The adjustability of the layer thickness of the cuvette 1 can also be brought about by a height-adjustable bottom surface 10 , which is shown in FIG. 3. The height-adjustable floor surface 10 in turn consists of a metal plate with a high-gloss surface 11th The bottom surface 10 is height adjustable via telescopic guides 12 or the like. The layer thickness of the cuvette, ie the height of the adjustable bottom surface 10 , can be controlled by the wavelength of the measuring radiation. It is also possible for the layer thickness of the cuvette, that is to say the height of the height-adjustable base 10 , to be adjustable as a function of the wavelength of the measuring radiation.

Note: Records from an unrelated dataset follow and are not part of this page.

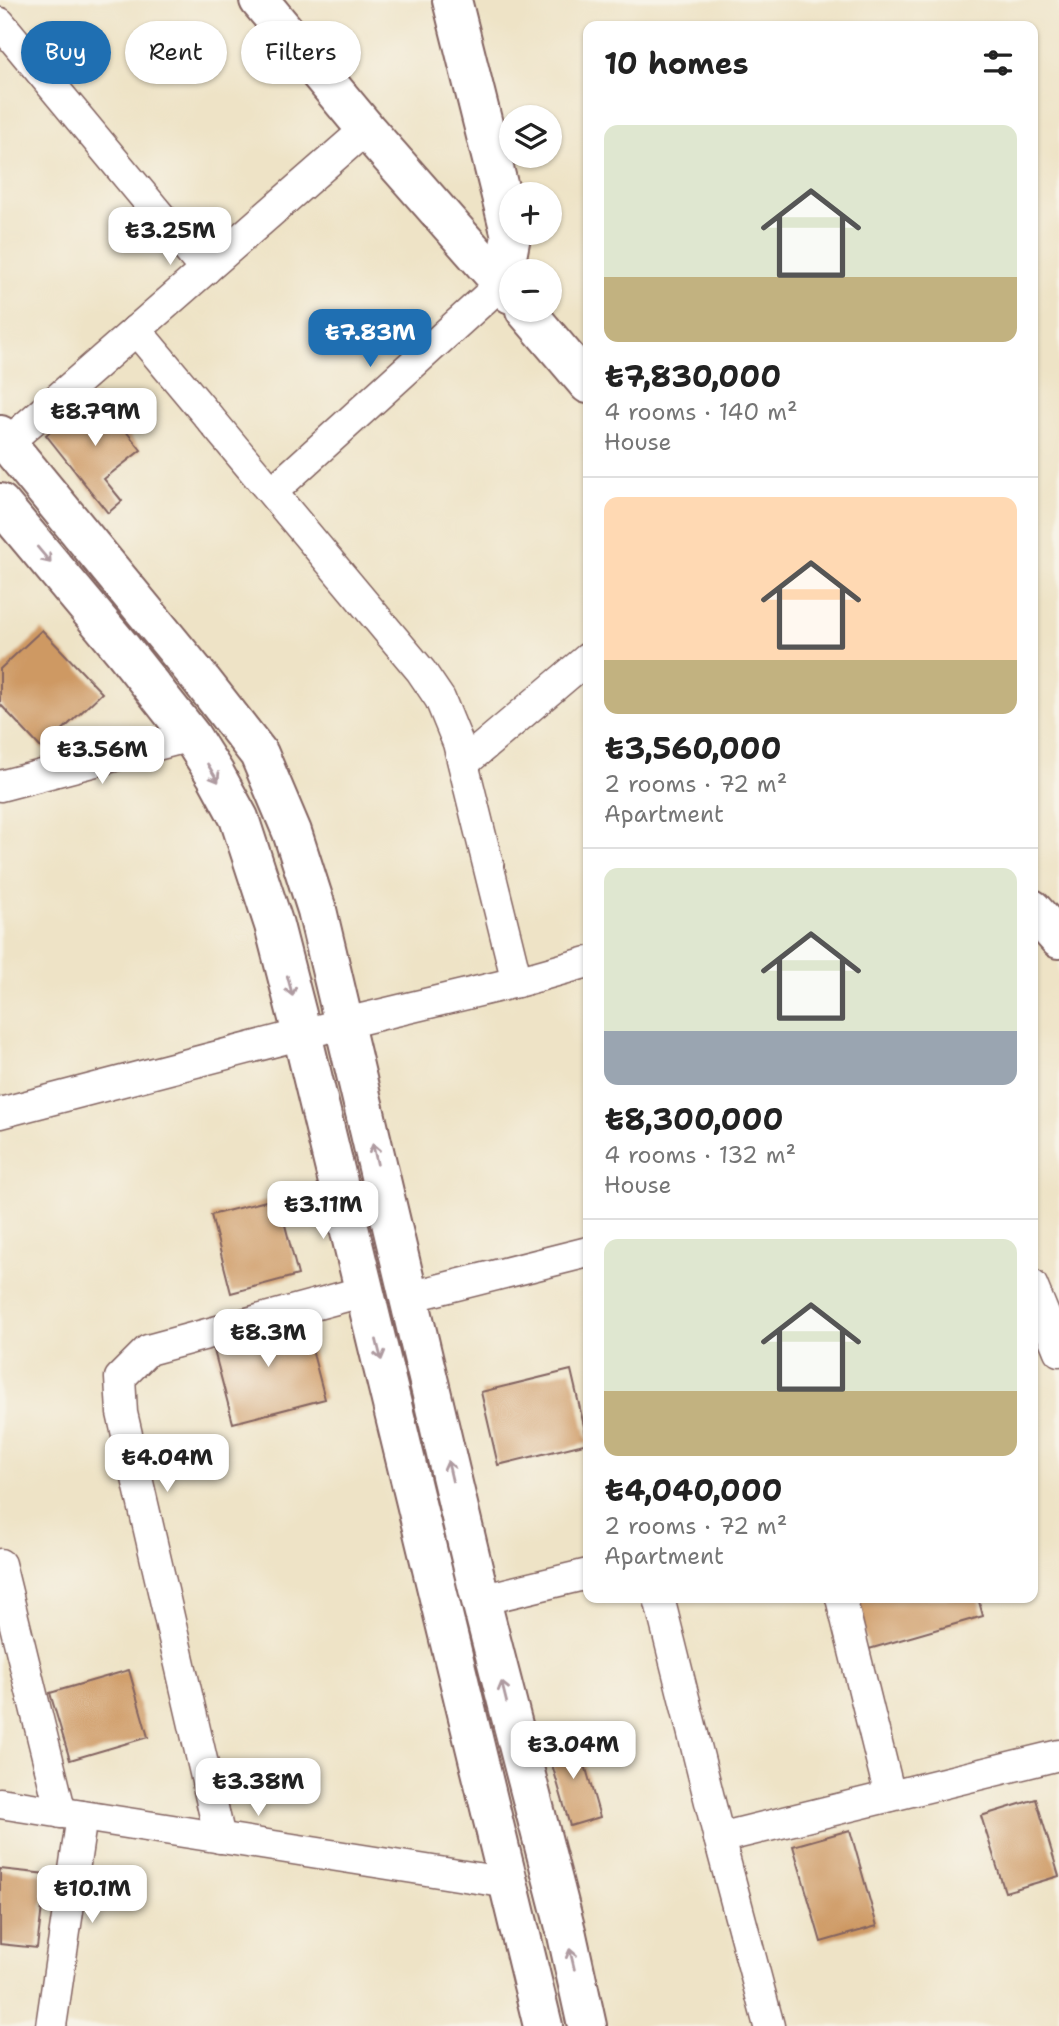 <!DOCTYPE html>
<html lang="en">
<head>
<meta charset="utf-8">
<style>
  :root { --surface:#fff; --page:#f2f2f2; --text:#222; --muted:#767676; --line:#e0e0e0; --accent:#1f6fb2 }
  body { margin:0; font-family:"Shantell Sans",sans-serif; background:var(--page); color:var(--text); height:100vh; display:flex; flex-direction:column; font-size:26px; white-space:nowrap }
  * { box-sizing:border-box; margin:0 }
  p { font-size:23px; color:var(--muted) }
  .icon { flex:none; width:38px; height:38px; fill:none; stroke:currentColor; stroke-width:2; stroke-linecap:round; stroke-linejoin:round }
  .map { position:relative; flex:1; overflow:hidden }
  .sheet { position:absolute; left:583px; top:21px; width:455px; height:1582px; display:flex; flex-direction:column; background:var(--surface); border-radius:14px; box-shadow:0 2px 5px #0004 }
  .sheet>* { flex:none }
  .top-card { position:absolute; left:21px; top:21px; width:457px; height:63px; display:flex; gap:14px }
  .buttons { position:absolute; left:499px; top:105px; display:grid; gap:14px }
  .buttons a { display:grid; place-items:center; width:63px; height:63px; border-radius:50%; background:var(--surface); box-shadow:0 2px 5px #0004; font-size:35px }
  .price { position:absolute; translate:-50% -60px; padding:0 16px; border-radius:14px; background:#fff; color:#222; font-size:23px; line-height:46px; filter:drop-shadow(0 2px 4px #0008) }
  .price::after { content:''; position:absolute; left:50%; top:42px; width:21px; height:16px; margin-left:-10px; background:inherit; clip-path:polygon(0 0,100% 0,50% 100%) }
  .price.on { background:var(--accent); color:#fff }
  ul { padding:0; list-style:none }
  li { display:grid; align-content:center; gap:14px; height:371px; padding:0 21px }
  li+li { border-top:2px solid var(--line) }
  li span { display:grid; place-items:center; height:217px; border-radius:14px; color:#555 }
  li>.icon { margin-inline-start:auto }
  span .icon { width:126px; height:126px; fill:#fffc; stroke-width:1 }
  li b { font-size:30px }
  h2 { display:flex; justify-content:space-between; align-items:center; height:84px; padding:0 21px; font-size:30px }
  .chip { padding:0 24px; border-radius:32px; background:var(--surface); box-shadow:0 2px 5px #0004; font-size:24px; line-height:63px }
  .chip.on { background:var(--accent); color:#fff }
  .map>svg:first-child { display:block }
  .building { fill:#ce9964 }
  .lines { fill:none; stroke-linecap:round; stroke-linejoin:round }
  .street-casing { stroke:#836461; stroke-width:33 }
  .secondary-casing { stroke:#836461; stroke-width:42 }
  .street { stroke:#fff; stroke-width:30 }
  .secondary { stroke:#fff; stroke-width:38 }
  .oneway { stroke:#ae9aa0 }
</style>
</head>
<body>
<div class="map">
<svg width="1059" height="2026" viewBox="0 0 1059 2026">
  <rect width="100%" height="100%" fill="#f7f3e8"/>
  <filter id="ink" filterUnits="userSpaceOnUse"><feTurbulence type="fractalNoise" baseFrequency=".0143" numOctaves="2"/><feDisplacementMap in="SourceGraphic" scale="14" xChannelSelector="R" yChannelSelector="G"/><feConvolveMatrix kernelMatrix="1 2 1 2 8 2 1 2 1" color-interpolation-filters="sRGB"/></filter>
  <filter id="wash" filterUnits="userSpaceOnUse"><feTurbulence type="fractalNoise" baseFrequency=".00686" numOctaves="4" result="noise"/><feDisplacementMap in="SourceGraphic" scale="28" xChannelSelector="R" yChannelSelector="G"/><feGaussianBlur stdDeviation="1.57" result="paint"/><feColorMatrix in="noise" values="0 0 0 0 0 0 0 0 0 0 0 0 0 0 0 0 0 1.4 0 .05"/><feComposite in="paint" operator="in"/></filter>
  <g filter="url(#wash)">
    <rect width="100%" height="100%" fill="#eee3c6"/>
    <g id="blocks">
      <g class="building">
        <path d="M 97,395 L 141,450 L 104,479 L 122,501 L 108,513 L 46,435 Z"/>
        <path d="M 42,630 L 102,693 L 42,749 L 0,704 L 0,669 Z"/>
        <path d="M 278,1198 L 298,1275 L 231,1293 L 211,1215 Z"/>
        <path d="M 303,1315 L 325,1399 L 233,1423 L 211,1339 Z"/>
        <path d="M 571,1370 L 588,1443 L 498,1465 L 481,1392 Z"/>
        <path d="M 855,1598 L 978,1598 L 983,1616 L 869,1649 Z"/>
        <path d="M 129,1670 L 148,1737 L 70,1760 L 50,1693 Z"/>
        <path d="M 577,1737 L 600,1817 L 570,1826 L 546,1744 Z"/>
        <path d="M 1036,1799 L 1059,1876 L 1005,1892 L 981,1816 Z"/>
        <path d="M 850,1830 L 877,1926 L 821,1942 L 793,1846 Z"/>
        <path d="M 0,1869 L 46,1874 L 37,1948 L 0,1944 Z"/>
      </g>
    </g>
  </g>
  <g filter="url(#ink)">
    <use href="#blocks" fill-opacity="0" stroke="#836461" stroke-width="2"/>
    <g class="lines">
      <defs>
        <g id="street">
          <path d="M 0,23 L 205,270"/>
          <path d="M 136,330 L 421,671 L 440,699 L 458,743 L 517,982"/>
          <path d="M 7,443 L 366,129"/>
          <path d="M 272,492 L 502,283"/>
          <path d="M 464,763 L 588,658"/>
          <path d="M 0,786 L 191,736"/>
          <path d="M 0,1113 L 345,1023 L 517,982 L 588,962"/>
          <path d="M 1032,1285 L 1059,1351"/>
          <path d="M 409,1297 L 588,1252"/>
          <path d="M 0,1564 L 61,1813"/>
          <path d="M 659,1598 L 719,1838"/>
          <path d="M 841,1598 L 890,1796"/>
          <path d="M 480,1600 L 588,1574"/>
          <path d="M 0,1803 L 509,1883"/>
          <path d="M 220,1838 L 122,1413 L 120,1378 L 148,1350 L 365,1291"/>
          <path d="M 51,2026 L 82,1816"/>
          <path d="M 769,2026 L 719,1838 L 1059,1755"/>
        </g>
        <g id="secondary">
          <path d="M 259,0 L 366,129 L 511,294"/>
          <path d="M 452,0 L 511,236 L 502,283"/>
          <path d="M 525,310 L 588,384"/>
          <path d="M 0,435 L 202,681 L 259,754 L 292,832 L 317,910 L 478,1589 L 567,1935 L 587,2026"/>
          <path d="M 0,503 L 123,650 L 191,736 L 215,774 L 239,818 L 274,925 L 302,1034 L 543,2026"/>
          <path d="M 1032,909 L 1059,939"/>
        </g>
      </defs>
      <use href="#street" class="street-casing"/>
      <use href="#secondary" class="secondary-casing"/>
      <use href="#street" class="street"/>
      <use href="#secondary" class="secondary"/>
    </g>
    <defs><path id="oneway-shaft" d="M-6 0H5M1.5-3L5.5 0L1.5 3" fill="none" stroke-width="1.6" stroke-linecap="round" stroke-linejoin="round" transform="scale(1.75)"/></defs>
    <g class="oneway">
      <use href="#oneway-shaft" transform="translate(44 555) rotate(50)"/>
      <use href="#oneway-shaft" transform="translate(213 773) rotate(59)"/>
      <use href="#oneway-shaft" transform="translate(290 986) rotate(75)"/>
      <use href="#oneway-shaft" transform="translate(375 1154) rotate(-103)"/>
      <use href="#oneway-shaft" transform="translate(379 1350) rotate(76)"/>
      <use href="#oneway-shaft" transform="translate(450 1471) rotate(-103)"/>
      <use href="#oneway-shaft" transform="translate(504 1692) rotate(-104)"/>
      <use href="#oneway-shaft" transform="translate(572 1959) rotate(-103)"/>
    </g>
  </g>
</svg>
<div class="buttons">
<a><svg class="icon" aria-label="layers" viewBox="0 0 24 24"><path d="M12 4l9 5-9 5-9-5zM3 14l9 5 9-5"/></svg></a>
<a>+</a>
<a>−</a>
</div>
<b class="price" style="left:170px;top:267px">₺3.25M</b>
<b class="price on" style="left:370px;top:369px">₺7.83M</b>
<b class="price" style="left:95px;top:448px">₺8.79M</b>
<b class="price" style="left:102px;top:786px">₺3.56M</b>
<b class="price" style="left:323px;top:1241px">₺3.11M</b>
<b class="price" style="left:268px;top:1369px">₺8.3M</b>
<b class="price" style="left:167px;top:1494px">₺4.04M</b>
<b class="price" style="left:573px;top:1781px">₺3.04M</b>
<b class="price" style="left:258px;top:1818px">₺3.38M</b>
<b class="price" style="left:92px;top:1925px">₺10.1M</b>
<div class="top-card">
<a class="chip on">Buy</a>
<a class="chip">Rent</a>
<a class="chip">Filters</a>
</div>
<section class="sheet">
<h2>10 homes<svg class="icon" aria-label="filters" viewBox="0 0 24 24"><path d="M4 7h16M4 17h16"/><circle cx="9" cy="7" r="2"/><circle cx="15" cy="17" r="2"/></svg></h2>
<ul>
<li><span style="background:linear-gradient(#dfe7d0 70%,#c2b280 0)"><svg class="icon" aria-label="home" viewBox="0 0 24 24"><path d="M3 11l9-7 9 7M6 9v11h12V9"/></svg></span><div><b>₺7,830,000</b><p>4 rooms · 140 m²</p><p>House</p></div></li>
<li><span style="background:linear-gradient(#ffd9b3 75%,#c2b280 0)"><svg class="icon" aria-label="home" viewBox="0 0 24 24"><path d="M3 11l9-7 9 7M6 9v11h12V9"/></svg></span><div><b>₺3,560,000</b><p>2 rooms · 72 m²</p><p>Apartment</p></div></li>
<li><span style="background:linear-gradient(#dfe7d0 75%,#9aa5b1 0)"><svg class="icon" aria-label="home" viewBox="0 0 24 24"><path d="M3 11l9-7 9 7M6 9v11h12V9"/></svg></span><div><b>₺8,300,000</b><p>4 rooms · 132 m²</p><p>House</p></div></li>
<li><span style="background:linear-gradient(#dfe7d0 70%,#c2b280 0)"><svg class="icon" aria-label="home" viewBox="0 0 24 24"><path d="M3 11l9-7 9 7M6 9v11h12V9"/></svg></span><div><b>₺4,040,000</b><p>2 rooms · 72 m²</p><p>Apartment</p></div></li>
</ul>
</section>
</div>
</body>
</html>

FIG. 4 shows a aufgenom with a previously known cuvette menes spectrum. The spectrum of safflower oil is shown. The maxima at the wavelengths 1200 and 1400 are very weak. The maxima at wavelengths 1700 and 1750 are somewhat more pronounced.

FIG. 5 shows a cuvette according to the invention with an on Taken spectrum. It can be seen that the maxima at the wavelengths 1200 and 1400 are much more pronounced. The maxima at wavelengths 1700 and 1750 are also much more pronounced.

Claims (5)

1. Cuvette for spectroscopy, especially for NIR spectroscopy of pasty products and solids, characterized in that the layer thickness of the cuvette ( 1 ) can be changed ( 6, 7, 8; 10 ). 2. Cuvette according to claim 1, characterized in that in the cuvette ( 1 ) insertable plates ( 6 , 7 , 8 ), in particular metal plates, preferably high-gloss metal plates, with a predetermined thickness. 3. Cuvette according to claim 1 or 2, characterized by a height-adjustable bottom surface ( 10 ). 4. Cuvette according to one of the preceding claims, characterized in that the layer thickness of the cuvette ( 1 ) can be controlled by the wavelength of the measuring radiation. 5. Cuvette according to one of the preceding claims, characterized in that the layer thickness of the cuvette ( 1 ) can be regulated as a function of the wavelength of the measuring radiation.